Asbury Park -- --

NJ Gov. Sherrill Signs Bills Limiting Immigration Enforcement

Gov. Mikie Sherrill signed three bills codifying limits on NJ law enforcement cooperation with federal immigration authorities, defying Trump's deportation push.

3 min read
The Idaho State Capitol building in Boise captured during the day with clear skies.

Gov. Mikie Sherrill signed three immigration bills into law Wednesday in Newark, codifying restrictions on how state and local law enforcement can cooperate with federal immigration authorities and drawing a sharp line between New Jersey and the Trump administration’s deportation push.

The signing ceremony, held with sponsoring lawmakers and Latino advocates from across the state, represents the culmination of years of legislative effort to lock the 2018 Immigrant Trust Directive into statute. That directive, originally issued by then-Attorney General Gurbir Grewal during Trump’s first term, had long existed as an administrative policy that any future attorney general could have reversed with a stroke of a pen. Now it has the force of law.

Sherrill made clear she views the timing as urgent. “In the past two months, we’ve watched poorly trained, masked ICE agents put communities across the country in danger. In this state we have drawn a line — no, not here,” she said at the ceremony.

The legislation bars state and local police from assisting U.S. Immigration and Customs Enforcement agents in raids or sharing local law enforcement resources with them. That includes office space, databases, and property. State correctional officers cannot allow ICE agents to interview people detained on criminal charges. New Jersey prosecutors also cannot use a defendant’s immigration status as the sole basis for pretrial detention.

The bills cleared both legislative chambers Monday after a contentious week in Trenton. Republican leaders held a rally on the Statehouse steps ahead of the vote, calling the legislation dangerous. GOP members argued the bills would shield criminals from federal law enforcement and make New Jersey residents less safe. The legislation passed anyway, and Sherrill signed it within days.

New Jersey’s immigrant population gives the debate particular weight. Roughly 500,000 undocumented immigrants live in the state, and about one in four New Jerseyans is an immigrant, one of the highest rates in the country. That population is concentrated in places like Newark, Paterson, Elizabeth, and communities across Bergen, Hudson, and Middlesex counties. These are not abstract numbers. They represent neighbors, workers, and families who have built roots here over decades.

Immigrant advocates have pushed hard for codification precisely because they worried about the directive’s fragility as a policy document. The first Trump term showed how quickly federal pressure can reshape state cooperation with immigration enforcement. Locking the directive into law removes that vulnerability and puts any future reversal through a full legislative process.
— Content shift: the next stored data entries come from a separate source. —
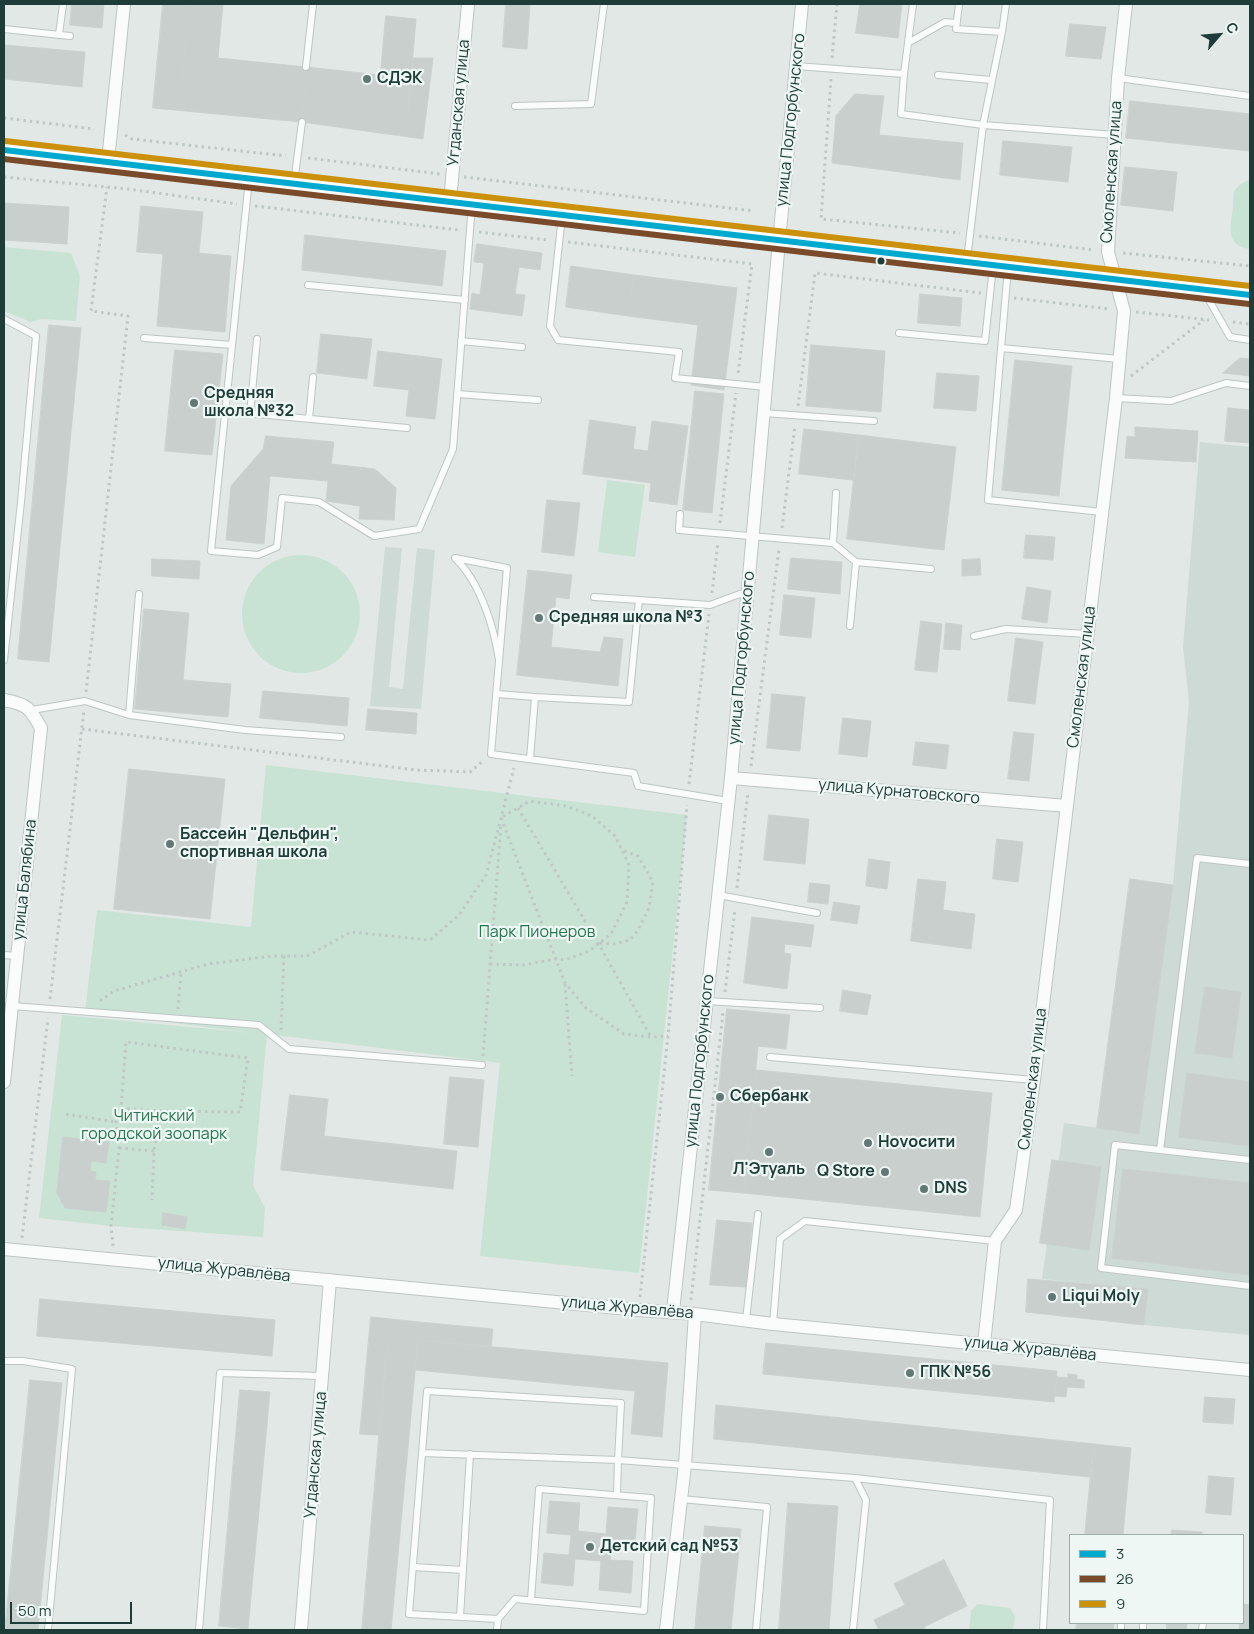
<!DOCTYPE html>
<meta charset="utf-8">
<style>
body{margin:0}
#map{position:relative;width:1254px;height:1634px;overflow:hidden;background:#e1e8e6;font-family:Manrope,sans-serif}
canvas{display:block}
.frame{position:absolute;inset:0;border:5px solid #1e3c38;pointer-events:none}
.legend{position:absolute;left:1069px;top:1534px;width:175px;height:90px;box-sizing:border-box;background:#eef7f4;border:1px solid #9baca9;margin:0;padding:6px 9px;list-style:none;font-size:15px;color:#1e3c38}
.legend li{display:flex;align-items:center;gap:10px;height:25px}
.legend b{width:25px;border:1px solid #9baca9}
.north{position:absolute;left:1194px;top:10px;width:50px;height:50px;-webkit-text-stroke:4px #eef7f4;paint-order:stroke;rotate:63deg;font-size:14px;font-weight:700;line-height:20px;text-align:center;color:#1e3c38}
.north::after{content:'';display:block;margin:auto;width:18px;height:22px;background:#1e3c38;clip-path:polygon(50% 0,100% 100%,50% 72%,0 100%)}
.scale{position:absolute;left:10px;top:1602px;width:122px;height:22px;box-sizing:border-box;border:2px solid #1e3c38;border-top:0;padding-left:6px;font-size:15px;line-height:18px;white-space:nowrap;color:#1e3c38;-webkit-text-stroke:4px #eef7f4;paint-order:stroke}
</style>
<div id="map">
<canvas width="1254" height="1634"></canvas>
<div class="frame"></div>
<ul class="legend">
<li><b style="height:6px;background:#00a9ce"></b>3</li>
<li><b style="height:6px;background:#7a4b2a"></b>26</li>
<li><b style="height:6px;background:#cc910b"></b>9</li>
</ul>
<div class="north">С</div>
<div class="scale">50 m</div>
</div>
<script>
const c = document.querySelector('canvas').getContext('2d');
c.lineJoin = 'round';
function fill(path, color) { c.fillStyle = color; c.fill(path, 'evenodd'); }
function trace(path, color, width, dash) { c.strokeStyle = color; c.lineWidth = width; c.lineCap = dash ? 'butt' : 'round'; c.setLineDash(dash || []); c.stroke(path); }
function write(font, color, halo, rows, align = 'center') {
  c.font = font + ' Manrope,sans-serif'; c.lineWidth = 4.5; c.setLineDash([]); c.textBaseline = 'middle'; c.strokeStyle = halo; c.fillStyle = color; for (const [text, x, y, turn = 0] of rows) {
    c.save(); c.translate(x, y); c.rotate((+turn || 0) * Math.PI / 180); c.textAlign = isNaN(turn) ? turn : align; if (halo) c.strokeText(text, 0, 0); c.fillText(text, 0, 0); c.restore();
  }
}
fill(new Path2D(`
 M1200 442 1250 447V1335L1144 1325 1147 1289 1042 1279 1064 1123 1139 1134 1173 885 1189 701 1183 647Z
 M385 547 402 548 389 687 403 689 417 548 435 550 421 709 370 706Z`), '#cedad6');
fill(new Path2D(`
 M1250 180V249C1225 246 1230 226 1233 208 1233 203 1233 196 1234 192 1237 185 1244 182 1250 180Z
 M4 247 71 253 80 276 76 321 41 319 31 322 4 311Z
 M607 480 645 485 635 557 598 552Z
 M242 614a59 59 0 1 1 118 0a59 59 0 1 1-118 0Z
 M266 765 687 815 639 1273 480 1256 500 1063 267 1034 253 1185 265 1208 263 1237 111 1226 39 1218 62 1015 254 1033 85 1012 97 910 251 927Z
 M978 1604 1010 1608 1015 1617 1013 1630H969L971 1611Z`), '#c8e3d4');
const building = new Path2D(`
 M72 4H104L102 28 70 25Z
 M163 4H190L181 89 304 102 302 122 153 108Z
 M190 4H223L218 58 306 67 304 102 181 89Z
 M506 4H530L527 49 503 47Z
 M860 4H902L898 38 856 33Z
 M386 16 416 19 408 112 304 102 306 67 380 75Z
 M1070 24 1106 27 1101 59 1066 56Z
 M4 45 85 52 82 87 4 79Z
 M413 58H433L423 139 302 122 304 102 408 112Z
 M855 94 884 96 879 135 963 143 960 180 832 163 836 116Z
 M1130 101 1250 114V151L1126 138Z
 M1003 141 1072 147 1068 182 1000 175Z
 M1125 167 1177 172 1173 211 1121 205Z
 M4 203 69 207 67 244 4 240Z
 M141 206 203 212 199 253 231 256 225 332 157 326 163 254 137 252Z
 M305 235 446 251 442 286 302 270Z
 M477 244 542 253 540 270 519 267 515 294 525 295 522 316 470 309 472 293 480 295 484 263 474 262Z
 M571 266 634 275 628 316 566 307Z
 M634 275 737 288 724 390 691 385 698 325 628 316Z
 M920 294 962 298 960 326 918 323Z
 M49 325 81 328 49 662 18 659Z
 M321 334 372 339 367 379 317 373Z
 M811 345 885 351 881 412 806 406Z
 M175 350 223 354 212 455 165 451Z
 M378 351 442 359 435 419 406 416 409 390 374 386Z
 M1240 358 1250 359V376L1223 373Z
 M1015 360 1072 366 1059 496 1002 490Z
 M937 373 979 376 976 411 934 408Z
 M695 391 724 394 712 513 683 510Z
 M1228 408 1250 410V443L1225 441Z
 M590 420 636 427 633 449 648 451 652 421 688 426 677 505 649 501 651 483 583 474Z
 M1135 427 1198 431 1196 462 1125 458 1127 436 1135 437Z
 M804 429 859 435 853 480 799 474Z
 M859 435 956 447 944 550 847 539Z
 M266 436 334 442 331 464 375 469 396 488 394 520 359 519 360 506 326 501 328 481 270 476 264 544 226 540 231 486 263 449Z
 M547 500 580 503 574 556 542 552Z
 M1026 535 1055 537 1053 560 1024 558Z
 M791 558 842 562 840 594 788 589Z
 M152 559 200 561 199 579 152 576Z
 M980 559 981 575 962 576V560Z
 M528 570 572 575 569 599 556 597 551 647 600 652 604 637 623 639 618 686 517 675Z
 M1027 587 1051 591 1047 623 1022 619Z
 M784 595 815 598 811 638 780 635Z
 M144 609 189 613 183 680 231 684 228 717 135 709Z
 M921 621 942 624 937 672 915 670Z
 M946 623 962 625 960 650 944 649Z
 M1016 638 1043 642 1035 704 1008 701Z
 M263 691 349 698 347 726 260 718Z
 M772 694 805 697 800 751 767 748Z
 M368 709 417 713 416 734 366 730Z
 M843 718 871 721 867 757 839 754Z
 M1014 732 1034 734 1029 781 1008 779Z
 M916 742 949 745 946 769 913 765Z
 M129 769 225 779 210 919 114 909Z
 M769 815 809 819 805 864 764 860Z
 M997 839 1023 842 1018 882 993 879Z
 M869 859 890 862 887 889 866 886Z
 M918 879 946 882 943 910 975 914 971 949 911 941Z
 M1130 879 1173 885 1139 1134 1097 1128Z
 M810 883 830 885 828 904 808 902Z
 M834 902 860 906 857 924 831 920Z
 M752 917 814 925 811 947 785 944 784 953 791 954 787 989 744 983Z
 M1205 987 1241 992 1232 1058 1195 1053Z
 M843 990 871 995 867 1015 840 1011Z
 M727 1009 790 1015 786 1049 758 1046 744 1193 709 1190Z
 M756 1070 992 1093 980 1217 744 1193Z
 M1187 1073 1250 1082V1146L1179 1137Z
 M450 1077 484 1080 478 1147 444 1144Z
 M290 1095 328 1099 324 1136 457 1151 453 1189 281 1170Z
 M63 1137 109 1142 106 1163 91 1161 90 1171 96 1172 95 1180 110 1181 106 1212 65 1208 57 1193Z
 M1052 1160 1101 1167 1089 1250 1040 1243Z
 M1123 1169 1250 1183V1275L1112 1258Z
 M163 1213 187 1217 185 1229 162 1225Z
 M717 1220 752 1223 746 1287 710 1285Z
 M1028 1279 1148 1289 1144 1325 1026 1312Z
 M40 1299 275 1320 272 1356 37 1336Z
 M371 1317 419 1322 418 1340 388 1337 379 1435 360 1434Z
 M419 1322 493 1329 491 1347 418 1340Z
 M388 1337 418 1340 391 1630H399H362Z
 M418 1340 668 1363 662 1437 631 1434 635 1391 415 1370Z
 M766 1343 1057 1371 1054 1402 763 1374Z
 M1068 1374 1077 1375V1379L1084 1380V1388L1067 1387 1066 1397 1055 1396 1057 1377 1068 1378Z
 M30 1380 62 1383 38 1630H5Z
 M240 1390 270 1392 248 1629 219 1626Z
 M1205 1397 1235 1399 1233 1424 1203 1422Z
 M716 1405 1094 1444 1090 1477 714 1439Z
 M1094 1444 1131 1448 1123 1535H1085Z
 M1209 1476 1234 1478 1231 1515 1206 1513Z
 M550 1501 580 1503 578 1531 606 1534 608 1507 638 1509 635 1541 612 1539 610 1560 633 1561 631 1593 599 1590 601 1561 575 1559 573 1586 541 1583 544 1553 569 1555 571 1535 547 1533Z
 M788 1503 838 1506 829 1630H779Z
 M705 1526 741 1529 731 1630H695Z
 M1172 1530 1202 1532V1535H1171Z
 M944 1560 967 1606 924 1627 926 1630H879L874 1620 905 1605 894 1584Z
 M1243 1604 1250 1605V1630H1239L1240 1623H1243Z
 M1077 1623H1114L1113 1630H1076Z
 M1167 1623H1187L1186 1630H1167Z`);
fill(building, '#c8cfcd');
trace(building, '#cad1cf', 1);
const lane = new Path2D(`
 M913 4 904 74 901 114 983 125 1115 135
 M959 4 956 29 1002 32 1006 4
 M4 29 70 36
 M59 35 63 4
 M908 43 945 22 956 23
 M796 66 904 74
 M306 67 313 4
 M938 75 991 80
 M1118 78 1250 96
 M515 106 591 104 604 4
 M249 179 211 551 258 555 277 547 282 498 319 502 374 536 419 529 453 449 472 204
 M294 183 302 122
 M562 216 550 326 558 340 679 352 675 378 766 387
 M967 260 983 125 1002 32
 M1008 268 988 500 1102 512
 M308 285 465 300
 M1205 293 1230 337 1250 340
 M4 319 36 336 21 502 4 660
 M899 333 985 341 993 266
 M144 338 232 345
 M461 341 522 347
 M1001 348 1119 359
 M457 394 538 400
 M1116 398 1171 401 1226 383 1250 386
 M225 411 407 428
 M764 413 874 421
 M250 414 257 339
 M309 419 313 377
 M680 514 679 530 833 543 856 562 931 569
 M833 543 836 493
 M594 597 639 600
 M850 626 856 562
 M974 636 1006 629 1087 634
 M499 660C494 627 480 582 455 558L507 568 491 754 634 773 638 786 728 801
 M497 694 535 697 530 759
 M535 697 629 702 639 600 710 605 748 591
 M32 710 85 701 129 715 139 594
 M129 715 245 730 341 737
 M718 895 817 913
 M4 955 17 956
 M707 1001 820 1008
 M12 1006 259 1025 289 1049 482 1065
 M770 1057 1034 1080
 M1160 1150 1197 858 1250 864
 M1250 1160 1115 1145 1101 1268 1250 1286
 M746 1320 758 1214
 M773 1324 780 1239 805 1221 995 1241
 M4 1361H23L72 1369 48 1630
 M422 1453 618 1460 617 1495
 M855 1478 1050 1500 1043 1630
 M681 1499 767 1507 756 1630
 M413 1567 463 1570
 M460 1617 470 1454
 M498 1619 515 1599 644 1611 651 1498 539 1489 531 1600
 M199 1630 220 1373 322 1376
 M497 1630 498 1619 409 1614 427 1391 621 1403 618 1460 855 1478 866 1500 853 1630
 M1121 1630V1623
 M1143 1630V1623
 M1202 1630 1203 1623`);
const street = new Path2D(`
 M108 161 124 4
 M450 201 468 4
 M4 700C27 704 30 708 41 728L4 1082
 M731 778 1067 806
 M4 1249 639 1310 695 1314 773 1324 1250 1370
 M673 1311 731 778 779 241 802 4
 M984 1344 995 1241 1016 1210 1034 1080 1116 398 1124 311 1108 252 1118 78 1126 4
 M301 1630 330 1280
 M666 1630 685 1465 695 1314`);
const secondary = new Path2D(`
 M4 150 108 161 779 241 1250 295`);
trace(lane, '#bec5c3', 8);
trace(street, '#bec5c3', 14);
trace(secondary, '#bdc6c4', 19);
trace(new Path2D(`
 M832 58 837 4
 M831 79 821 219 960 233
 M4 118 94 129
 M125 135 132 139 286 156
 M308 158 440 174
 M4 177 128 189 237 204
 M464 177 754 211
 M255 206 460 230
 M479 232 549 240
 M979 236 1094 250
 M568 242 752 264 738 374
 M1123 253 1250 266
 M1014 298 1110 309
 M1136 312 1209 320
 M1233 322 1250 324
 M1131 376 1204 320
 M798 406 815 273 981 293
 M720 523 736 393
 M782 528 795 425
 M712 593 718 542
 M86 692 128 316 91 311 107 187
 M82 729 416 770 470 772 483 761
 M751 766 779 549
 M689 784 709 614
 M518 808 598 943 651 1037
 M501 818 565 983 586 1008 624 1034 651 1037 668 1036
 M737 888 748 792
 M600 943 615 944 630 940 638 930 649 908 653 882 638 856 622 850
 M490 964 523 965 556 959 565 960 589 951 611 934 627 902 629 865 615 836 592 816 566 806 530 801 502 817
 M565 984 572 1076
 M725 992 735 909
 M50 999 84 710
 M100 1001 114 991 208 964 272 956H307L351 932 430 940 459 915 486 875 514 768
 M178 1009 181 972
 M281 1030 284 956
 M483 1056 501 825
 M121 1108 159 1111
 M66 1114 116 1122
 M119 1148 154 1151
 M22 1238 48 1018
 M113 1246 111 1226 119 1148 116 1122 121 1108 126 1042 248 1058 240 1112 159 1111 154 1151 152 1200
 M640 1297 668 1036 687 805
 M691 1300 723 1013`), '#bec8c7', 3, [2.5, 4]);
trace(lane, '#fafcfb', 6);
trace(street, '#fafcfb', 12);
trace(secondary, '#fafcfb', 18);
trace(new Path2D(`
 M4 150 1250 295`), '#00a9ce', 6);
trace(new Path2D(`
 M4 159 1249 304`), '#7a4b2a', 6);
trace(new Path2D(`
 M5 141 1250 286`), '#cc910b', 6);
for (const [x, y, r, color] of [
 [367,79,5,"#627875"],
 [881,261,4.5,"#1e3c38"],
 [194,403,5,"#627875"],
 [539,618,5,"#627875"],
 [170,844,5,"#627875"],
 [720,1097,5,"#627875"],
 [868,1143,5,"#627875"],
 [769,1152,5,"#627875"],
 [885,1172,5,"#627875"],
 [924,1189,5,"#627875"],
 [1052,1297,5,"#627875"],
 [910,1373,5,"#627875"],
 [590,1547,5,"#627875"]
]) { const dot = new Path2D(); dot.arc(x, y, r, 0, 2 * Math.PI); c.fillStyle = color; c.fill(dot); trace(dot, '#eef7f4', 2); }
write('bold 16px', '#1e3c38', '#eef7f4', [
 ["СДЭК",377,79],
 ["Средняя",204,394],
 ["школа №32",204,412],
 ["Средняя школа №3",549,618],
 ["Бассейн \"Дельфин\",",180,835],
 ["спортивная школа",180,853],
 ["Сбербанк",730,1097],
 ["Ноvосити",878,1143],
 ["Л'Этуаль",769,1170,"center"],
 ["Q Store",875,1172,"right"],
 ["DNS",934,1189],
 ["Liqui Moly",1062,1297],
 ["ГПК №56",920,1373],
 ["Детский сад №53",600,1547]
], 'left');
write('16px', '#1e3c38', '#eef7f4', [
 ["Угданская улица",459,103,-85],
 ["улица Подгорбунского",791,120,-84],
 ["Смоленская улица",1112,172,-86],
 ["улица Подгорбунского",742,658,-85],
 ["Смоленская улица",1082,677,-83],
 ["улица Курнатовского",899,792,5],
 ["улица Балябина",25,880,-84],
 ["улица Подгорбунского",700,1061,-84],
 ["Смоленская улица",1033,1079,-83],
 ["улица Журавлёва",224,1270,6],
 ["улица Журавлёва",627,1308,5],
 ["улица Журавлёва",1030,1349,6],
 ["Угданская улица",316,1455,-85]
]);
write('16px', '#257651', '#eef7f4', [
 ["Парк Пионеров",537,933],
 ["Читинский",154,1117],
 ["городской зоопарк",154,1135]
]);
</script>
The signing also reflects Sherrill’s positioning as she navigates her first months as governor. She took office in January after winning a competitive race, and immigration has quickly become one of the defining fault lines between her administration and the federal government. New Jersey is among a group of Democratic-led states openly contesting the Trump administration’s enforcement priorities.

The Republican argument that sanctuary-style policies protect dangerous criminals is familiar territory in New Jersey politics, and it has traction with some voters. But Sherrill and the bill’s sponsors argue the opposite: that immigrant communities are more likely to cooperate with local police and report crimes when they don’t fear that any interaction with law enforcement could trigger deportation. That trust, advocates say, makes communities safer, not less safe.

State Sen. Teresa Ruiz, Sen. Benjie Wimberly, and Assemblywoman Annette Quijano were among the legislators who spoke at the Newark ceremony ahead of the signing. Assemblywoman Ellen Park also addressed the crowd.

The Immigrant Trust Directive has been a touchstone in New Jersey immigration policy since Grewal put it in place in 2018. Its path to becoming law took eight years, surviving changes in administration, shifts in political will, and federal pressure in both of Trump’s terms. Wednesday’s signing closes that chapter.

What the Trump administration does next is less certain. Federal officials have pushed back against state limits on immigration cooperation before, including through funding threats. Whether Washington will challenge New Jersey’s new laws directly is an open question. What is clear is that New Jersey has now put its position into statute, making that position considerably harder to undo.